Os outros recusados eram graduados em direito, mas não chegavam a ser expoentes do mundo jurídico: o general Galvão de Queiroz e o subprocurador da República Antônio Seve Navarro. De qualquer forma, nunca se souberam os motivos exatos que levaram o Senado a não aceitar as indicações. As sessões eram secretas, e as atas se perderam. A divulgação do parecer sobre Barata Ribeiro foi exceção.

Sem ter detalhes sobre as sessões do Senado, o jornal O Paiz precisou se desculpar com os leitores: “Não entram cronistas nem repórteres no recinto, os empregados mais familiares da Casa são banidos do local e as próprias paredes pouco ouvem”.

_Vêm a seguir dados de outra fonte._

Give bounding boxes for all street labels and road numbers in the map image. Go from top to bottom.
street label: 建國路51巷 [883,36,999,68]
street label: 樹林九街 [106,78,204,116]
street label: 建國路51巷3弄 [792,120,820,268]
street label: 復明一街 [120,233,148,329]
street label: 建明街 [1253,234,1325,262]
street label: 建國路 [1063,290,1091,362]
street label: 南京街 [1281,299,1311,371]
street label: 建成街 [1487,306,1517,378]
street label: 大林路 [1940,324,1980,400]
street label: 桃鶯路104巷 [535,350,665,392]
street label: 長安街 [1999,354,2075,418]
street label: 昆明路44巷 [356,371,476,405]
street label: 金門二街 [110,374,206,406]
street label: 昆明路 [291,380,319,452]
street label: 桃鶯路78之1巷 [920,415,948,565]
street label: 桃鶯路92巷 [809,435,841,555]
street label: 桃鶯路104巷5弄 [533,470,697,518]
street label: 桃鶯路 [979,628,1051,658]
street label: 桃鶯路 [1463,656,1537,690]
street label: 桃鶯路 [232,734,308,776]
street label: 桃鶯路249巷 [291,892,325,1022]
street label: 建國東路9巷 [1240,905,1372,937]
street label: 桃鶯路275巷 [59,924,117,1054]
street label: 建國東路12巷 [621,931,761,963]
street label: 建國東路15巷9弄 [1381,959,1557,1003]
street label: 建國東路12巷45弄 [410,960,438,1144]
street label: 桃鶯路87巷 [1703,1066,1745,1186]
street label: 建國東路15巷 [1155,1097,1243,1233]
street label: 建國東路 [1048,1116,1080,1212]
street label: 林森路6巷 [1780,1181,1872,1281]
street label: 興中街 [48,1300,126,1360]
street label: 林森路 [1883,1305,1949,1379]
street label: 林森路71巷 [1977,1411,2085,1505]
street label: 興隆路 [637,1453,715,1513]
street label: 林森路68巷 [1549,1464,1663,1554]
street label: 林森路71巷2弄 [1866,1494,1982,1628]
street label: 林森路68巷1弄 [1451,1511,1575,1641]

Diz a servidora do STF Maria Ângela Oliveira, autora de um estudo sobre as cinco nomeações recusadas em 1894:

“Apesar dos problemas, não se pode dizer que o método de escolha dos ministros era ruim. Antes, o imperador escolhia livremente os conselheiros do Supremo Tribunal de Justiça [antecessor do STF]. Depois, a indicação do Executivo para o Judiciário passou a depender do aval do Legislativo. Isso tornou a escolha dos ministros democrática e fortaleceu a independência dos três Poderes.”

Constatada a lacuna da Constituição de 1891, todas as Constituições posteriores deixaram claro que os ministros do STF precisariam ter notável saber “jurídico”. O processo no Senado foi aperfeiçoado. As sessões se tornaram públicas, e o indicado passou a ser sabatinado pelos senadores.

Barata Ribeiro era uma personalidade poderosa. A perda dos cargos de prefeito e ministro não lhe abalou o prestígio político. Poucas semanas depois de ser retirado do STF, ele fundaria o Partido Republicano Constitucional. Cinco anos mais tarde, ironicamente, seria eleito senador e passaria a ser colega de muitos dos políticos que lhe haviam negado a prefeitura e o Supremo Tribunal Federal.